Schätze, da haben die Dresdner Polarkreis 18 es tatsächlich geschafft. Der Song aus der Krabat Verfilmung “Allein Allein” finde nicht nur ich toll, sondern auch der doofe Nachbar, meine Frau, meine Tochter (die sonst nur Screamo hört), meine Mutter und der Arbeitskollege. Konsens und damit die Herbsthymne dieses Jahres. Stampfender Synthiepop, ein mit Streichern und großen Chor aufgepimptes Monument von Pop, irgendwo trotzdem nordisch zwischen Mew und Kent. Tja was soll ich sagen, toller Song. Dann soll er auch bei Radio Tonkuhle in die Rotation.

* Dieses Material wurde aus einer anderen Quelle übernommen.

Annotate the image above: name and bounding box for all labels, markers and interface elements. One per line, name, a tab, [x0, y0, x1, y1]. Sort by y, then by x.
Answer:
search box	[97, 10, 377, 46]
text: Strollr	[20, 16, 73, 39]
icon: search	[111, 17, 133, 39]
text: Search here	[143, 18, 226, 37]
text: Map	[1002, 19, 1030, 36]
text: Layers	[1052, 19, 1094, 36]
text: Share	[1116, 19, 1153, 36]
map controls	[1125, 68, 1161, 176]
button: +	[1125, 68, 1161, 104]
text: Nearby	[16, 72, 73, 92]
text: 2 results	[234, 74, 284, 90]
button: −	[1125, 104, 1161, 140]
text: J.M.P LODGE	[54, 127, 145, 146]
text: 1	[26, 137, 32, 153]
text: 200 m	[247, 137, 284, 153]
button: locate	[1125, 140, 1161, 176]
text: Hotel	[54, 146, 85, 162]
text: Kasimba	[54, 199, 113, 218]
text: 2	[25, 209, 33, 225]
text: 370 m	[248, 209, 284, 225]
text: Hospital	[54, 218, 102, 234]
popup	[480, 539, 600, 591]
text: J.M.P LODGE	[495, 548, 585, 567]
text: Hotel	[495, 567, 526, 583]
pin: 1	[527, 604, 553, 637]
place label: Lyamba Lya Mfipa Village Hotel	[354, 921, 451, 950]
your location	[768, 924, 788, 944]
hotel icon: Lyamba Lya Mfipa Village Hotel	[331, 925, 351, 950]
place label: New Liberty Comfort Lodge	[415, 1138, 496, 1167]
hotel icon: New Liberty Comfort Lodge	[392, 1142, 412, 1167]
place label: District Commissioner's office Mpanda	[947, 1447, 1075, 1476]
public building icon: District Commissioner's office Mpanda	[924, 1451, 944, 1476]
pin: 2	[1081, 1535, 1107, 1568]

Bei PolkaRobot gibt es einen Link, von dem ich nicht weiß, in welchen dunklen Abgründen der endet. Da kann man sich nämlich den Song “Allein Allein” als Remix der dänischen Band Nephew herunterladen. Nephew, mit denen Polarkreis 18 in Dänemark auf Tour waren, sind allerdings bisher nicht positiv in Erscheinung getreten ist. Den letzten Song, den ich ihnen gehört habe, hieß “Superliga” und war gar schrecklich.
Im Tausch gegen seine Mailadresse bekommt man hier den Song “Prisoner”, der ebenfalls von Album “The Colour of Snow” stammt, auf das ich gespannt bin.

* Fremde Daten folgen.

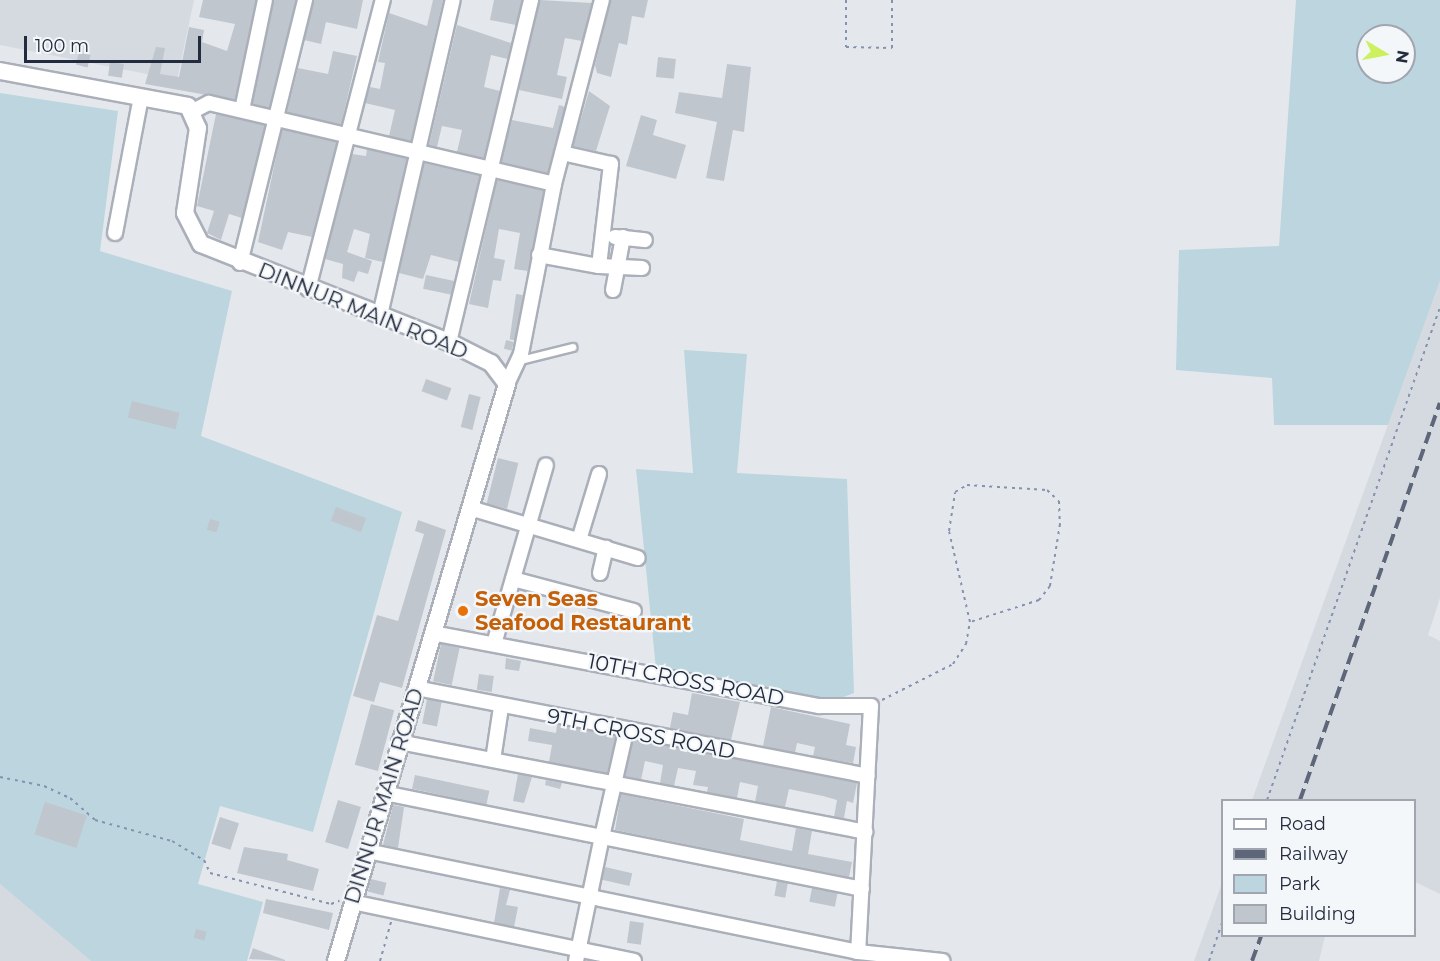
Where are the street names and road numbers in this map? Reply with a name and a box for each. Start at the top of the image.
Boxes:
street label: DINNUR MAIN ROAD [254,257,472,365]
street label: 10TH CROSS ROAD [586,649,786,711]
street label: DINNUR MAIN ROAD [339,685,429,907]
street label: 9TH CROSS ROAD [545,703,737,765]

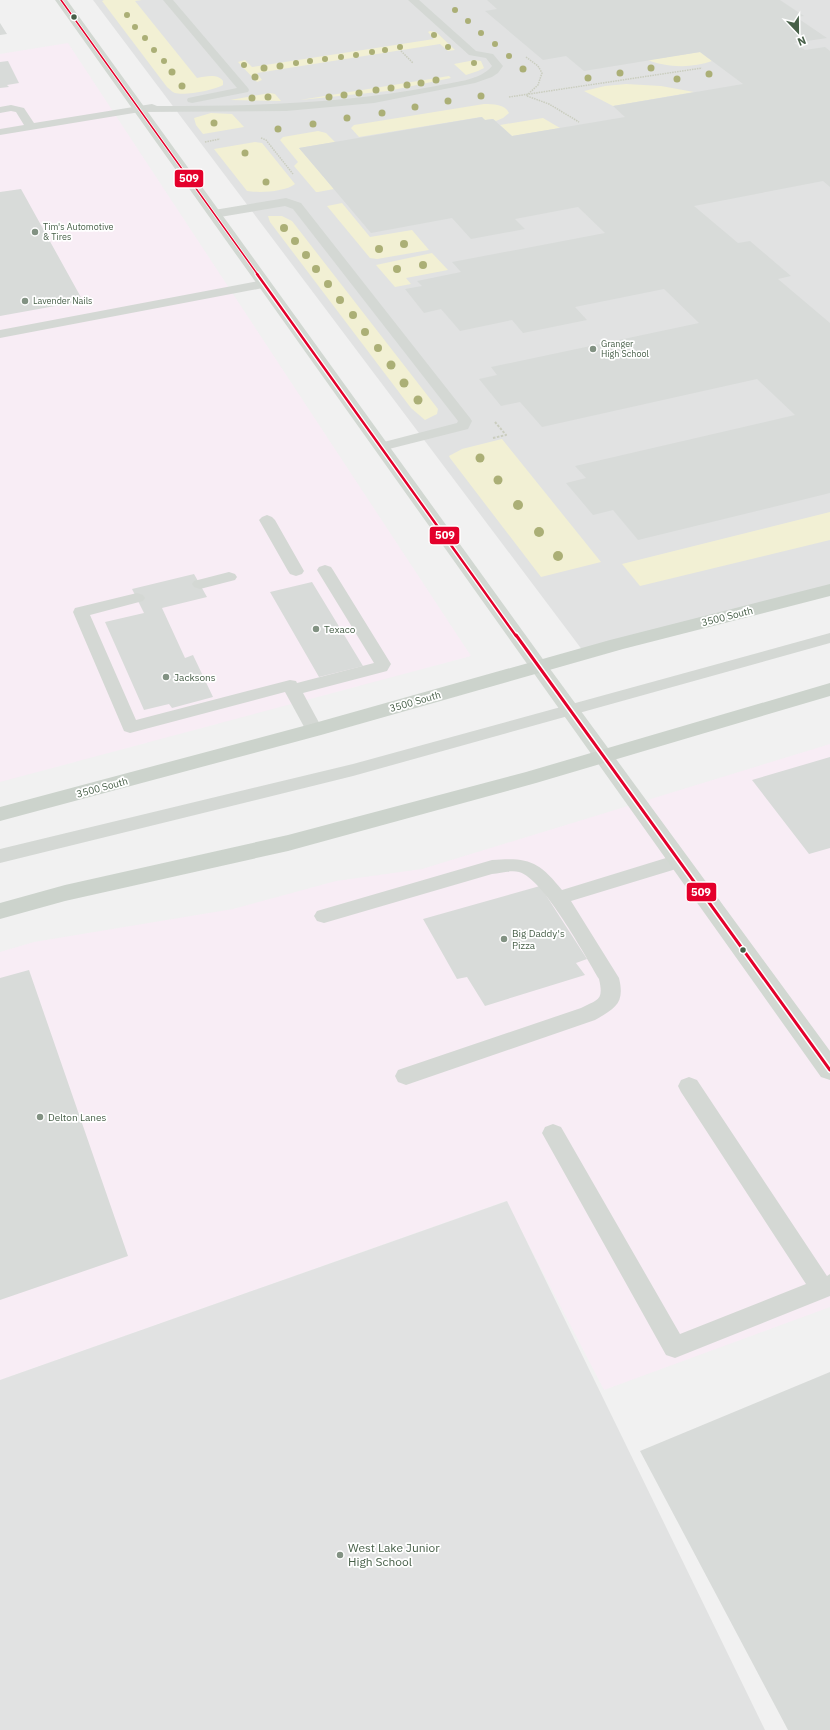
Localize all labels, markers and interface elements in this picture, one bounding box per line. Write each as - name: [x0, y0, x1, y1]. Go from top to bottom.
- unlabelled marker: [69, 12, 79, 22]
- north arrow: [778, 12, 818, 52]
- text: N: [795, 33, 808, 49]
- line badge: 509: [174, 169, 204, 188]
- text: 509: [179, 171, 199, 185]
- place label: Tim's Automotive & Tires: [43, 221, 114, 242]
- marker: Tim's Automotive & Tires: [30, 227, 40, 237]
- place label: Lavender Nails: [33, 295, 92, 306]
- marker: Lavender Nails: [20, 296, 30, 306]
- place label: Granger High School: [601, 338, 650, 359]
- marker: Granger High School: [588, 344, 598, 354]
- line badge: 509: [429, 526, 460, 545]
- text: 509: [435, 528, 455, 542]
- street label: 3500 South: [700, 604, 754, 629]
- place label: Texaco: [324, 623, 356, 636]
- marker: Texaco: [311, 624, 321, 634]
- place label: Jacksons: [174, 671, 216, 684]
- marker: Jacksons: [161, 672, 171, 682]
- street label: 3500 South: [388, 688, 442, 715]
- street label: 3500 South: [75, 774, 129, 801]
- line badge: 509: [686, 882, 717, 902]
- text: 509: [691, 885, 711, 899]
- place label: Big Daddy's Pizza: [512, 927, 565, 952]
- marker: Big Daddy's Pizza: [499, 934, 509, 944]
- unlabelled marker: [738, 945, 748, 955]
- place label: Delton Lanes: [48, 1111, 106, 1124]
- marker: Delton Lanes: [35, 1112, 45, 1122]
- place label: West Lake Junior High School: [348, 1540, 440, 1569]
- marker: West Lake Junior High School: [335, 1550, 345, 1560]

weitere Infos: MySpace | Polarkreis 18





Hab mal nen Gig gesehen. Gefällt mir gar nicht!
Hatten schon auf dem Debüt einen Hang zum Pathos. Aber die Single “Allein allein” ist ganz schlimm. Wie gut diese Band aber auch sein kann, zeigt “Under This Big Moon” (vom ersten Album). Ich glaube aber nicht, dass das gesamte neue Album so sein wird wie die erste Single.
“Movie Klip” von Nephew ist/war aber ganz nett. Mehr allerdings nicht, schon richtig.